Quando un padre si accorge che il proprio ragazzo è seguito correttamente, da una persona competente e preparata, che si preoccupa del proprio figlio anche sotto altri profili come quello scolastico, s’interessa alle problematiche fisiche, quel genitore si sente rincuorato, rinfrancato nell’aver trovato un buon adulto di riferimento per il proprio figlio, una persona della quale “ci si può fidare”.

È vero, ci sono madri o padri prevaricanti, alcuni ossessionati, altri esaltati, assenti o disinteressati, ma è anche vero che molti di noi non fanno compiutamente il proprio lavoro.

Ad un corretto riesame ci accorgiamo come troppo spesso i problemi con i genitori li abbiano allenatori che vanno in campo “ad ore limitate”, che stanno ai margini, poco disposti ad accompagnare a casa, gare o raduni i propri atleti. Molti tecnici trascurano l’andamento scolastico dei ragazzi che allenano e si limitano a gestirli tecnicamente in campo evitando di dare ai virgulti le corrette direttive perché organizzino compiutamente il loro tempo.

 

A questo punto direi che un buon tecnico è chi acquista la fiducia dei genitori e questa è una qualità che lo rende una persona speciale.

 

Infine, voglio ricordare che con i più giovani, soprattutto le categorie che lavorano in gruppo, bisognerebbe parlare apertamente ai loro genitori prima di cominciare l’attività di campo. Le cose dovrebbero essere chiarite per tempo e mai in corso d’opera, sarebbe infatti utile rendere edotti dei percorsi tecnici che s’intende effettuare, far presente gli obiettivi sociali, comportamentali, le esigenze della società, l’importanza del rapporto tra coetanei e in che cosa consiste il vero rispetto verso gli operatori. Ma bisogna anche saper coinvolgere senza prevaricare, entusiasmare ed esaltare. Risulterebbero infatti inevasi i consigli che abbiamo formulato se al centro dell’azione dovessimo mettere le nostre esigenze invece che quelle dei ragazzi.

 

Come già affermato precedentemente è necessario saper guardare maggiormente agli obiettivi tecnici rispetto quelli prestativi, e non finirò mai di dire che dobbiamo preoccuparci di risultare abbastanza efficienti da saper riempire compiutamente il famoso “Barattolo”. Un modo di operare che evita sicuramente intromissioni scomode e risponde in ogni caso alle aspettative dei ragazzi.
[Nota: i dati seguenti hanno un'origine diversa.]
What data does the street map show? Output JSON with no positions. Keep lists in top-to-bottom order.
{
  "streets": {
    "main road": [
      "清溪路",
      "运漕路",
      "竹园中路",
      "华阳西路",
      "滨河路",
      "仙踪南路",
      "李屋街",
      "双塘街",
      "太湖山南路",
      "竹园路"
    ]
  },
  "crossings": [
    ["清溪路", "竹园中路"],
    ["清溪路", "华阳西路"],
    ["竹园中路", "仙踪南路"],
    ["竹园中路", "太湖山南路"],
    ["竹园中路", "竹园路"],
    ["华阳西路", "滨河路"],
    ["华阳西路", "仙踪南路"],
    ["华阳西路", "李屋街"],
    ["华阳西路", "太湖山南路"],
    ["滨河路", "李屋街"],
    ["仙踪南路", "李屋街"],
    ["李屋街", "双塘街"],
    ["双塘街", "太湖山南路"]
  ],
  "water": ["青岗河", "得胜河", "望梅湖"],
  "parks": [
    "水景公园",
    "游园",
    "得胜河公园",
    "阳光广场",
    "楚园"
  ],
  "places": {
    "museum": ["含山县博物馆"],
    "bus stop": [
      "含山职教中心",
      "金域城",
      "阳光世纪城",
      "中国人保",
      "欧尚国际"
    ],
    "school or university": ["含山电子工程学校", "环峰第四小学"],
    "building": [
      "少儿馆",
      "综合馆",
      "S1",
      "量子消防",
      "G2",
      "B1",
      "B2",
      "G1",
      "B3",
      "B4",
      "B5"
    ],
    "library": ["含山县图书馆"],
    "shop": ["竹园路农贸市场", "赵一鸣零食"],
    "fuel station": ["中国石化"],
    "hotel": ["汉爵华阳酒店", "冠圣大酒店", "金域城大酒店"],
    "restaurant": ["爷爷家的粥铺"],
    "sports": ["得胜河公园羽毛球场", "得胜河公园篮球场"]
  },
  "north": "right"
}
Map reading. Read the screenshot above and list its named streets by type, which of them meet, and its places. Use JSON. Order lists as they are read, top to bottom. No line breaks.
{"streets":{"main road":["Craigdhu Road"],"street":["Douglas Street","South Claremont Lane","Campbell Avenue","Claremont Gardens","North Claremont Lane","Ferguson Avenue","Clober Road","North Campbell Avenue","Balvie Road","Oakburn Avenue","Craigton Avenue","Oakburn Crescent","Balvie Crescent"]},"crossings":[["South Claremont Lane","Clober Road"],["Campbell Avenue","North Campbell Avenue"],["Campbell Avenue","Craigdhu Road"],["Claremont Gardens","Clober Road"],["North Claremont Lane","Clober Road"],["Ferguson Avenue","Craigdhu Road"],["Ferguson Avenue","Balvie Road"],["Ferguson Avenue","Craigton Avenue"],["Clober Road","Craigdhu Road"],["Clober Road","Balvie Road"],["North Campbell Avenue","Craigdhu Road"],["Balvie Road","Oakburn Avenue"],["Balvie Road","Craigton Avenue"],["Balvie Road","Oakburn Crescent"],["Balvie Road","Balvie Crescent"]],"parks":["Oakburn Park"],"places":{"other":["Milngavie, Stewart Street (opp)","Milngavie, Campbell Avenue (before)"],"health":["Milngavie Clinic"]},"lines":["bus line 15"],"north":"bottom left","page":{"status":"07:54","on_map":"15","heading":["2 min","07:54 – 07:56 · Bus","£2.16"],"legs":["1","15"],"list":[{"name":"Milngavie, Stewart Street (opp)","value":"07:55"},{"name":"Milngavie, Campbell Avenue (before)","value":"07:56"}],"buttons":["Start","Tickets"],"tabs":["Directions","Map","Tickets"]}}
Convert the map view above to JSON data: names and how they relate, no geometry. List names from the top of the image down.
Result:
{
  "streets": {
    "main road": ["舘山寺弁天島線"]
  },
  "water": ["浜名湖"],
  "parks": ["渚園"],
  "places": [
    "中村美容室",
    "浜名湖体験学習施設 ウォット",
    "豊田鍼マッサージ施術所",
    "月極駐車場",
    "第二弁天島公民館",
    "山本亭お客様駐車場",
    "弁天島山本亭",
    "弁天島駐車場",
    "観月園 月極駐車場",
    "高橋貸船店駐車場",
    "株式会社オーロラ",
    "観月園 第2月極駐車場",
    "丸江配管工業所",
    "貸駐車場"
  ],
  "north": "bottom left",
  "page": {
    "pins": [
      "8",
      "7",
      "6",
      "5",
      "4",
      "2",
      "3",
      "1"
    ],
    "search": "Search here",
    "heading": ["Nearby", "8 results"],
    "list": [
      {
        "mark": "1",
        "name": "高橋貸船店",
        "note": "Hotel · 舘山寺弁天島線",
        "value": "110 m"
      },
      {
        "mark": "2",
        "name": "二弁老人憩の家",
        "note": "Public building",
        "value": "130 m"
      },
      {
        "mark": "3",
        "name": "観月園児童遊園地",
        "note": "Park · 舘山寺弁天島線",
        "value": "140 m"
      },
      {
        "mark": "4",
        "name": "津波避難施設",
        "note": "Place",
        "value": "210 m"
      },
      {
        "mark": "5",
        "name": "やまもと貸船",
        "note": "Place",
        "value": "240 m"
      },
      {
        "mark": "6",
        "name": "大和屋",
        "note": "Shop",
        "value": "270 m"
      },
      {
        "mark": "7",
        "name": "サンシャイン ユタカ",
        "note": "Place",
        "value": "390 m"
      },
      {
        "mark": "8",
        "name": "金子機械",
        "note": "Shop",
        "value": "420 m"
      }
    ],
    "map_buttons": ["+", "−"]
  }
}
Solo in questo modo avremo genitori appagati, contenti di seguire i loro ragazzi e di vederli crescere e migliorare con progressività e saranno i loro stessi figli a dire: “Papà non ti preoccupare perché è stato Fulvio a dire che devo studiare…”

 

Ora come sempre non si può fare di un’erba un fascio, ognuno di noi ha la propria personalità e mentalità, evidenzia le proprie aspettative e disponibilità comportandosi come meglio crede.

Come sempre saranno gli altri a dire se il nostro atteggiamento è stato quello giusto. Ricordiamoci infine che in testa alla lista dei nostri controllori ci sono i ragazzi e subito dopo, guarda caso, proprio i loro genitori.